AI Deskilling: We Warned You.
Smart machines, dumb users?

We have all heard of AI brain rot, AI psychosis, and AI slop. If you spend any time online, it’s quite obvious that the combination of social media and AI isn’t exactly healthy for your neurons. What isn’t talked about as often is the mental impact of using AI at work, despite it being potentially more damaging. Thankfully, this issue is now beginning to receive headline coverage. But most publications fall short of explaining why using AI at work can be so harmful and totally neglect to mention that we were warned about all of these issues from the start. Welcome to the world of AI deskilling.
Business Insider recently published one of these articles. The piece profiles Josh Anderson, a highly experienced software consultant, who shared his experience developing a new app, Road Trip Ninja.
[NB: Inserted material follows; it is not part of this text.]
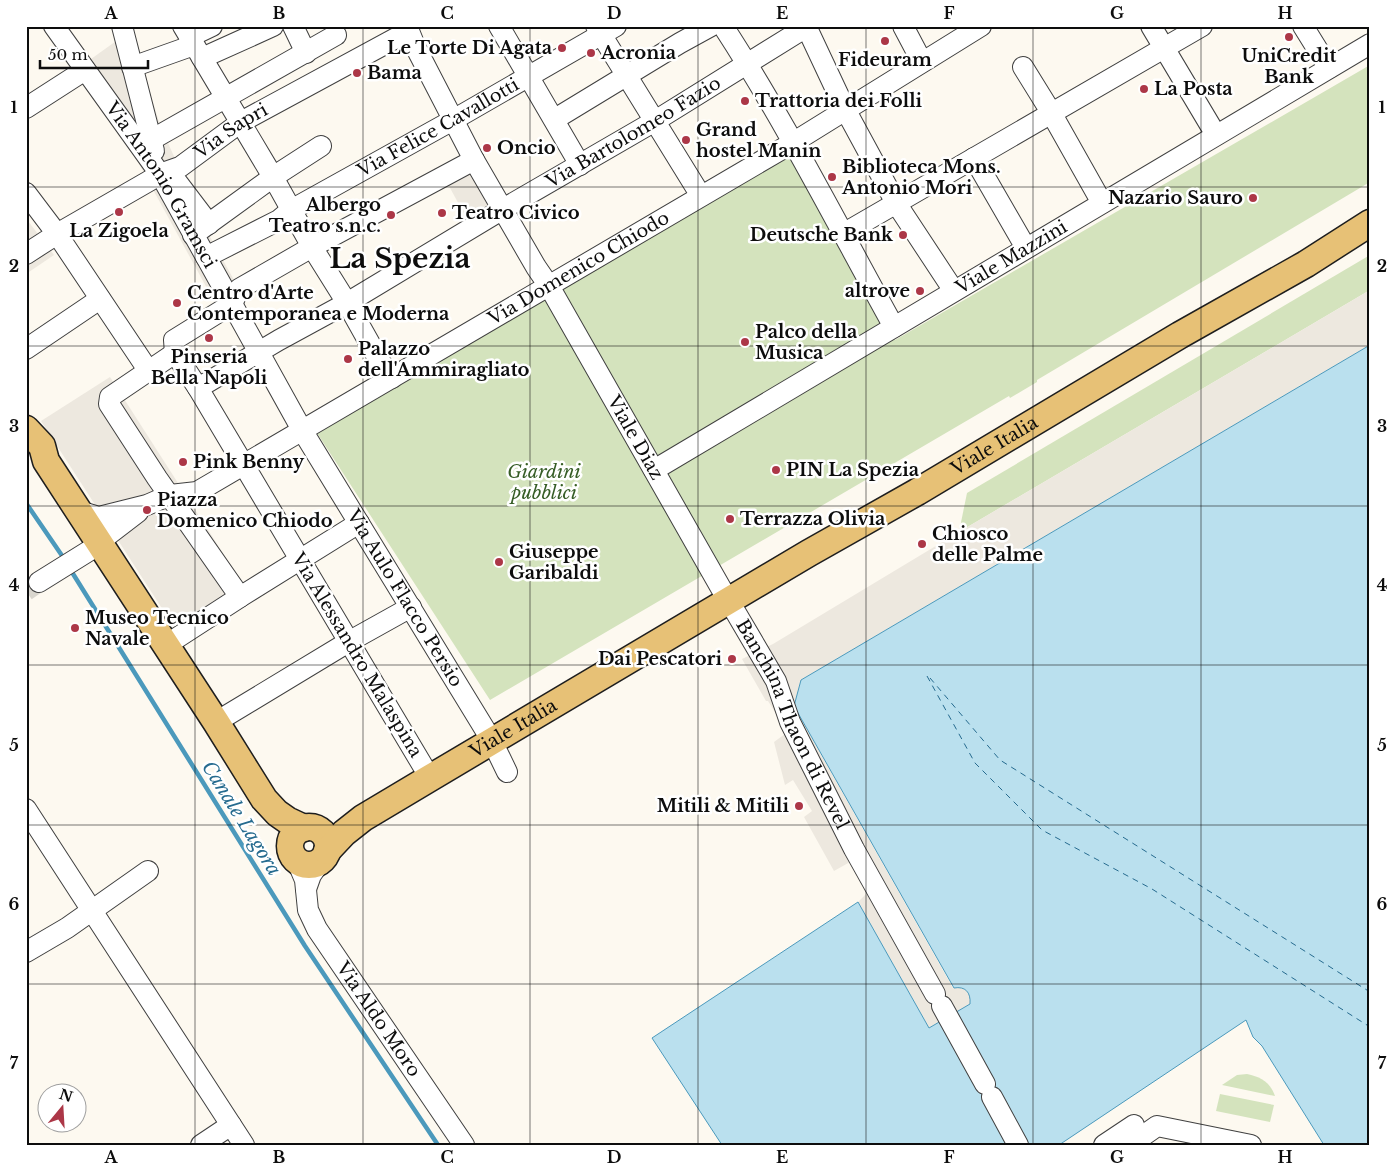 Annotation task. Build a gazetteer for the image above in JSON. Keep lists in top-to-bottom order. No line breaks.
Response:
{"streets":{"main road":["Viale Italia"],"street":["Via Felice Cavallotti","Via Sapri","Via Bartolomeo Fazio","Via Antonio Gramsci","Viale Mazzini","Via Domenico Chiodo","Viale Diaz","Via Aulo Flacco Persio","Via Alessandro Malaspina","Banchina Thaon di Revel","Via Aldo Moro"]},"crossings":[["Via Felice Cavallotti","Via Antonio Gramsci"],["Via Felice Cavallotti","Viale Diaz"],["Via Sapri","Via Antonio Gramsci"],["Via Sapri","Viale Diaz"],["Via Bartolomeo Fazio","Via Antonio Gramsci"],["Via Bartolomeo Fazio","Viale Diaz"],["Via Bartolomeo Fazio","Via Alessandro Malaspina"],["Via Antonio Gramsci","Via Domenico Chiodo"],["Via Antonio Gramsci","Via Aulo Flacco Persio"],["Viale Mazzini","Viale Diaz"],["Via Domenico Chiodo","Viale Diaz"],["Via Domenico Chiodo","Via Aulo Flacco Persio"],["Via Domenico Chiodo","Via Alessandro Malaspina"],["Viale Diaz","Viale Italia"],["Viale Diaz","Banchina Thaon di Revel"],["Viale Italia","Via Aulo Flacco Persio"],["Viale Italia","Via Alessandro Malaspina"],["Viale Italia","Banchina Thaon di Revel"],["Viale Italia","Via Aldo Moro"]],"districts":["La Spezia"],"water":["Canale Lagora"],"parks":["Giardini pubblici"],"places":["UniCredit Bank","Fideuram","Le Torte Di Agata","Acronia","Bama","La Posta","Trattoria dei Folli","Grand hostel Manin","Oncio","Biblioteca Mons. Antonio Mori","Nazario Sauro","La Zigoela","Teatro Civico","Albergo Teatro s.n.c.","Deutsche Bank","altrove","Centro d'Arte Contemporanea e Moderna","Pinseria Bella Napoli","Palco della Musica","Palazzo dell'Ammiragliato","Pink Benny","PIN La Spezia","Piazza Domenico Chiodo","Terrazza Olivia","Chiosco delle Palme","Giuseppe Garibaldi","Museo Tecnico Navale","Dai Pescatori","Mitili & Mitili"],"scale_bar":"50 m","north":"top","grid":{"columns":["A","B","C","D","E","F","G","H"],"rows":["1","2","3","4","5","6","7"]}}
He conducted a little experiment and tried to get AI to write the entire codebase. Initially, things went great, but as the code ballooned past 100,000 lines, and interactions with the chatbot grew from minutes to hours, Anderson became increasingly frustrated when progress slowed to a halt.
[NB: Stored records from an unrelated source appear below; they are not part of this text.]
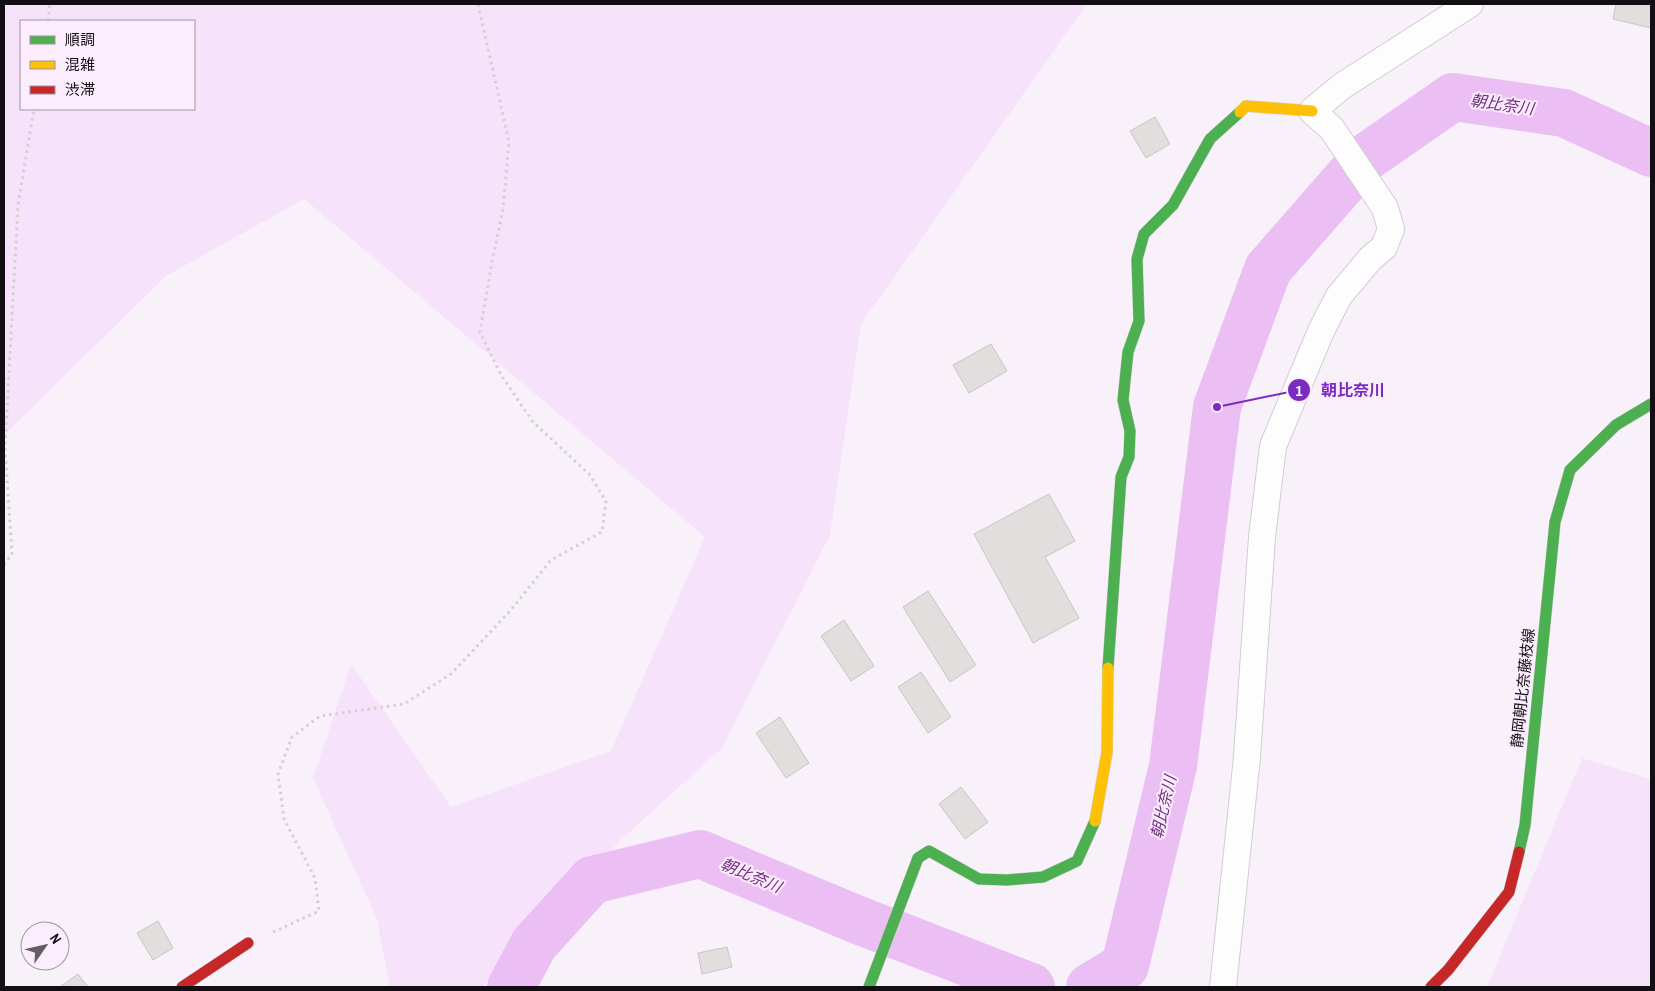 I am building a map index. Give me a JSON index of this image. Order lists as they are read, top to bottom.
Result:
{
  "streets": {
    "street": ["静岡朝比奈藤枝線"]
  },
  "water": ["朝比奈川"],
  "places": ["朝比奈川"],
  "legend": ["順調", "混雑", "渋滞"],
  "north": "top right"
}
Of course, this was just an experiment; Anderson could have stepped in at any time and coded the app himself, even if sorting out such a huge block of AI-generated code with very few in-code comments is insanely difficult. But Anderson’s experience highlighted a glaring problem. You see, even Anthropic has found that using generative AI coding tools dramatically reduces a coder’s skills in debugging and code comprehension. So, with the direction the software industry is heading, could a coder actually step in and finish what the AI couldn’t? This article explains that Anderson’s experience “raised questions about the real impact of AI on skill retention and development” and that it “highlights a broader concern among workplace researchers: the risk of deskilling in an environment increasingly reliant on AI.”
Given that this is an industry-wide issue, the article didn’t just look at Josh’s experiment. It also highlighted that developers admitted to finding tasks considerably more challenging during Claude’s recent outage, which rendered their AI assistant useless and indicated a “dangerous dependency.”
This issue has a variety of names and similar explanations that the article quickly glances over.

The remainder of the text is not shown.